Two-dome structure in electron-doped iron arsenide superconductors

TL;DR

This study introduces hydrogen doping in LaFeAsO superconductors, revealing a second superconducting dome with higher Tc and highlighting the role of Fe 3d band degeneracy in enhancing superconductivity.

Contribution

It demonstrates hydrogen doping as a method to access over-doped regions and uncovers a second superconducting dome with increased Tc in LaFeAsO.

Findings

Discovery of a second superconducting dome with Tc up to 36 K.

Fe 3d band degeneracy correlates with high Tc.

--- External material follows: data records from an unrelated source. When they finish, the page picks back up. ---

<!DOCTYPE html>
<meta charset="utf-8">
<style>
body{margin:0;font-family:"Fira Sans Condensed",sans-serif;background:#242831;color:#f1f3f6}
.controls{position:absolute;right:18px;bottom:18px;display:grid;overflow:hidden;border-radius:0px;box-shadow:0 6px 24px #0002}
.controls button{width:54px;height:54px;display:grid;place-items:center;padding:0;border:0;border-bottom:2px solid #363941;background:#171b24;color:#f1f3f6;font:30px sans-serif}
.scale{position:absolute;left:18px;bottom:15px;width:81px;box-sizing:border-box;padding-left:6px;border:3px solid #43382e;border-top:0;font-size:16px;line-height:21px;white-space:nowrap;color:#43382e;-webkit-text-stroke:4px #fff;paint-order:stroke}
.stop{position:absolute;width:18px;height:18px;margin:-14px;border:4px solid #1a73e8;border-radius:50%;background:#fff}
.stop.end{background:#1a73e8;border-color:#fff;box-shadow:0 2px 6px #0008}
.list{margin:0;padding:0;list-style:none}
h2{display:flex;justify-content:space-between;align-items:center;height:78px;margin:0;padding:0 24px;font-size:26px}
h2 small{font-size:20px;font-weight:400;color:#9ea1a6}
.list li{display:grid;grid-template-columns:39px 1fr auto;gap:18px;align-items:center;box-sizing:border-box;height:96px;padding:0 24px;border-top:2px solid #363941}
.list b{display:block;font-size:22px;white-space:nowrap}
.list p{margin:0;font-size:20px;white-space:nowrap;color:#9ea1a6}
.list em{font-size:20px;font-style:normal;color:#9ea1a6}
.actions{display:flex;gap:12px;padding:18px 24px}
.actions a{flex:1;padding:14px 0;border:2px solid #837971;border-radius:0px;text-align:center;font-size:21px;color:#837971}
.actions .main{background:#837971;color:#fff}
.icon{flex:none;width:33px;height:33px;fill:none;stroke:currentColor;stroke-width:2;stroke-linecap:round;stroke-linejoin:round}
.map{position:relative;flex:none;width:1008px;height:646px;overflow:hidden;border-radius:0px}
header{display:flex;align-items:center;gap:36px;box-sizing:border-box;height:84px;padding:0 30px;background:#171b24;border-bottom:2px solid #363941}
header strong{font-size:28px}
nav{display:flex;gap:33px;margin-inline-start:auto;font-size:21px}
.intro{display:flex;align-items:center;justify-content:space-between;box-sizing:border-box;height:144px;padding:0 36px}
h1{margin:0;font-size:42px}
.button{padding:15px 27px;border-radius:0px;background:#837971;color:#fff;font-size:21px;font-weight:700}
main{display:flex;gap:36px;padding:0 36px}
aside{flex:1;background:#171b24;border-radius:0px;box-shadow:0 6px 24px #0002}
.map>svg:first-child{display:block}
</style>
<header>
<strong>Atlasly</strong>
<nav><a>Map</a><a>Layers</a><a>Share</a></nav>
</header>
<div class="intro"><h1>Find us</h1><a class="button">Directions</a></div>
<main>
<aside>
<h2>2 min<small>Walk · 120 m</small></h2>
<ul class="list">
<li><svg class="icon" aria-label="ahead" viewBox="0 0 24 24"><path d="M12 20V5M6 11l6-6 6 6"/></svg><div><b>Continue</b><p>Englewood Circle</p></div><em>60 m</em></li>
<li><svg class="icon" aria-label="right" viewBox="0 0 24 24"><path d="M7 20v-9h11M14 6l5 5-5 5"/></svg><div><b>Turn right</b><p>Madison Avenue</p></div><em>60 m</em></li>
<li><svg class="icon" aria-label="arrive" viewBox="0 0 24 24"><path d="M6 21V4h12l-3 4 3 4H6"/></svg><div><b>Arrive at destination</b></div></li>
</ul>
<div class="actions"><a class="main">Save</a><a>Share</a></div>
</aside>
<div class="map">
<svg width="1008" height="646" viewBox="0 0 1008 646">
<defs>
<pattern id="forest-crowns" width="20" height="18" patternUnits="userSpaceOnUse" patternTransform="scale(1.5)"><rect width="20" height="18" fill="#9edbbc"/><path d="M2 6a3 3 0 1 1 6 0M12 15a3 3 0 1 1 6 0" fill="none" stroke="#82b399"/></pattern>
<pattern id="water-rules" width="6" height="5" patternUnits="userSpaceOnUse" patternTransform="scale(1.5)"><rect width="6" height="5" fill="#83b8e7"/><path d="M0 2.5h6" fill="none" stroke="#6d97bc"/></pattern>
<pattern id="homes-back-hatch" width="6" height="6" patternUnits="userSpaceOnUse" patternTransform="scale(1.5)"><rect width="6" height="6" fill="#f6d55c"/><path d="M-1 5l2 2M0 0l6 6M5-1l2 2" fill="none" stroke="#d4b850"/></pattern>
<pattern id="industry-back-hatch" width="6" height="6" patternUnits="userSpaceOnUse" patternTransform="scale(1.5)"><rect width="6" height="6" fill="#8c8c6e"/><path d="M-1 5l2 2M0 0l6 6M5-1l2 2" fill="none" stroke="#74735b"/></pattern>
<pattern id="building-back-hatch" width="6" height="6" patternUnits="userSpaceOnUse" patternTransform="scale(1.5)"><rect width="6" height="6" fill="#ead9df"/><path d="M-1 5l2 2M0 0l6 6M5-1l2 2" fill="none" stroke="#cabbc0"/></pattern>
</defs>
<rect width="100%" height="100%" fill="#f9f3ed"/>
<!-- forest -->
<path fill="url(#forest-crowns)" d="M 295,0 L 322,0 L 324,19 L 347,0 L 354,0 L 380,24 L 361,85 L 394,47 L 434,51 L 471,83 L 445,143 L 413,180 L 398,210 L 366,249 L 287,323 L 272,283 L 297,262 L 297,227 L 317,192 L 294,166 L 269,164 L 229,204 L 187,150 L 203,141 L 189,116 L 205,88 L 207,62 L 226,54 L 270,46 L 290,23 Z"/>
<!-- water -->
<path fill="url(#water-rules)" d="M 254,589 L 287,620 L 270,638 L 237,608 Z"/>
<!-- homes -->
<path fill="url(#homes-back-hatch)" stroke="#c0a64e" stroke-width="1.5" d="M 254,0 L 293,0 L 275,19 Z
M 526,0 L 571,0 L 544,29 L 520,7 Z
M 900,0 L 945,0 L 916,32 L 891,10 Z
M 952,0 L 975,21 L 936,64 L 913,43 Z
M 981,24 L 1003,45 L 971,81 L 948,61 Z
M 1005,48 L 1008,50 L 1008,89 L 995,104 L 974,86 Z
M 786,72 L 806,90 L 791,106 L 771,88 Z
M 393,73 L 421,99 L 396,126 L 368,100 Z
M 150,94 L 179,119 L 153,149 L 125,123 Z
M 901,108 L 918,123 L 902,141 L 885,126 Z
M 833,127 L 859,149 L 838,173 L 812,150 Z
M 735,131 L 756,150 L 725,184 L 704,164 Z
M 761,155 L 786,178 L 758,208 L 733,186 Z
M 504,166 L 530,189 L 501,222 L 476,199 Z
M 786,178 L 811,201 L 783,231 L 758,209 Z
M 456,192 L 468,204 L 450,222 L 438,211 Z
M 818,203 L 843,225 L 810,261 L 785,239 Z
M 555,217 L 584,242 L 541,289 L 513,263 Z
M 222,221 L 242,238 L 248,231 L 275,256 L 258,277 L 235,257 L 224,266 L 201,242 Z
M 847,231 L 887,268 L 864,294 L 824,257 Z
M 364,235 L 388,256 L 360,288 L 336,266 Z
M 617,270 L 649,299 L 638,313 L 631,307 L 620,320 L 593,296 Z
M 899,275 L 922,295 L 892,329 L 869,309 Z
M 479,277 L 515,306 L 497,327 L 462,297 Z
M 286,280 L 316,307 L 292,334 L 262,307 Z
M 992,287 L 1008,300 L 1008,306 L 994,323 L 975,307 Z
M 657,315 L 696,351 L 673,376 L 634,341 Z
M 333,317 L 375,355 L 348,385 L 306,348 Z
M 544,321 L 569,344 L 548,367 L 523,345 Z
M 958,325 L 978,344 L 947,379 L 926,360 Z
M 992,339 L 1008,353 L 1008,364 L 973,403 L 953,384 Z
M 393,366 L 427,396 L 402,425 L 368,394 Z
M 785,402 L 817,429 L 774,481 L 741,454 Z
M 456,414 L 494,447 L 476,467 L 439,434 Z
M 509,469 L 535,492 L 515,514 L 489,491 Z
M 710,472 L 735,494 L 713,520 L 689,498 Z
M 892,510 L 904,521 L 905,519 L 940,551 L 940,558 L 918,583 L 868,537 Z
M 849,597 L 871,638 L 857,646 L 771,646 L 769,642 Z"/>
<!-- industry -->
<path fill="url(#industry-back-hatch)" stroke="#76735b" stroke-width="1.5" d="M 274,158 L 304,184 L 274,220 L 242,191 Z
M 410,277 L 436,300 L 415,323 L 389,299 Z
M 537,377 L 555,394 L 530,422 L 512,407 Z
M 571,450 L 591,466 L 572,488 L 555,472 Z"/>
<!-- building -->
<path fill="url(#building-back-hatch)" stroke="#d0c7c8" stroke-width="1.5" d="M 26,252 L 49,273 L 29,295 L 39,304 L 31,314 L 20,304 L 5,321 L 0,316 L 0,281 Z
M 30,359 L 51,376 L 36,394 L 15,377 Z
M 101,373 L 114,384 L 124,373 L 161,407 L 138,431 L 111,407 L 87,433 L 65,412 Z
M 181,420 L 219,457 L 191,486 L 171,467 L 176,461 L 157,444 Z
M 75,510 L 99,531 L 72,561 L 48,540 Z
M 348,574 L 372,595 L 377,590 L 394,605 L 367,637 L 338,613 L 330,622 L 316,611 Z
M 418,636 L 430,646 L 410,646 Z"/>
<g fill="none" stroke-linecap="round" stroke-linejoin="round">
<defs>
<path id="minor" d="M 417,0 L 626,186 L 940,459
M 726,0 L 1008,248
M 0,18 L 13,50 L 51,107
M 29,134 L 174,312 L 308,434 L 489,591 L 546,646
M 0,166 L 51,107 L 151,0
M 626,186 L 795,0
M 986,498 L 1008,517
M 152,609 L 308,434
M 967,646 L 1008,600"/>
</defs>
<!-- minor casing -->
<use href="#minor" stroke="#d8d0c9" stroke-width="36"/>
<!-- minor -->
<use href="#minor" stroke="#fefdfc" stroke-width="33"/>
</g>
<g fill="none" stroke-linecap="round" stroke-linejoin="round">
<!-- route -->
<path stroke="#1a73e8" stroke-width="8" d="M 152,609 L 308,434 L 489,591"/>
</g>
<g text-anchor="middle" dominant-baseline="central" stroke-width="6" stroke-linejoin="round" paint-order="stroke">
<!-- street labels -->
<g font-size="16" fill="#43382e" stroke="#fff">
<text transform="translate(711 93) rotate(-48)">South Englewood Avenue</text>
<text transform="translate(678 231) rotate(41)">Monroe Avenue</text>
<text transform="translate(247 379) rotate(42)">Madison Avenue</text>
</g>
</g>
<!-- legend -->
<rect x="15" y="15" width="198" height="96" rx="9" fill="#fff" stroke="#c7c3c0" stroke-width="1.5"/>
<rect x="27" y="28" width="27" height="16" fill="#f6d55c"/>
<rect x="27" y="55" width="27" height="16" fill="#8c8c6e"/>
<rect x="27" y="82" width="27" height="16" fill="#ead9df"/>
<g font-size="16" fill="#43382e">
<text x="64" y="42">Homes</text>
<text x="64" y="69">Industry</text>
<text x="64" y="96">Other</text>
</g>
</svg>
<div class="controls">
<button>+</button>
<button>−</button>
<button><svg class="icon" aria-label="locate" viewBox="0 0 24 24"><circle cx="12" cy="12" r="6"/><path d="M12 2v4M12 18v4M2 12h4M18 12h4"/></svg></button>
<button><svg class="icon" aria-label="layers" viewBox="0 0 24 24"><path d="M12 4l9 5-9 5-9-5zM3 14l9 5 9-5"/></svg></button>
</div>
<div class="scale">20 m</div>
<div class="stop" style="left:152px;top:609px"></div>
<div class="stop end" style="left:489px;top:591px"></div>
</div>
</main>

Hydrogen doping extends the phase diagram beyond fluorine doping limits.

Abstract

Iron arsenide superconductors based on the material LaFeAsO1-xFx are characterized by a two-dimensional Fermi surface (FS) consisting of hole and electron pockets yielding structural and antiferromagnetic transitions at x = 0. Electron doping by substituting O2- with F- suppresses these transitions and gives rise to superconductivity with a maximum Tc = 26 K at x = 0.1. However, the over-doped region cannot be accessed due to the poor solubility of F- above x = 0.2. Here we overcome this problem by doping LaFeAsO with hydrogen. We report the phase diagram of LaFeAsO1-xHx (x < 0.53) and, in addition to the conventional superconducting dome seen in LaFeAsO1-xFx, we find a second dome in the range 0.21 < x < 0.53, with a maximum Tc of 36 K at x = 0.3. Density functional theory calculations reveal that the three Fe 3d bands (xy, yz, zx) become degenerate at x = 0.36, whereas the FS nesting is weakened monotonically with x. These results imply that the band degeneracy has an important role to induce high Tc.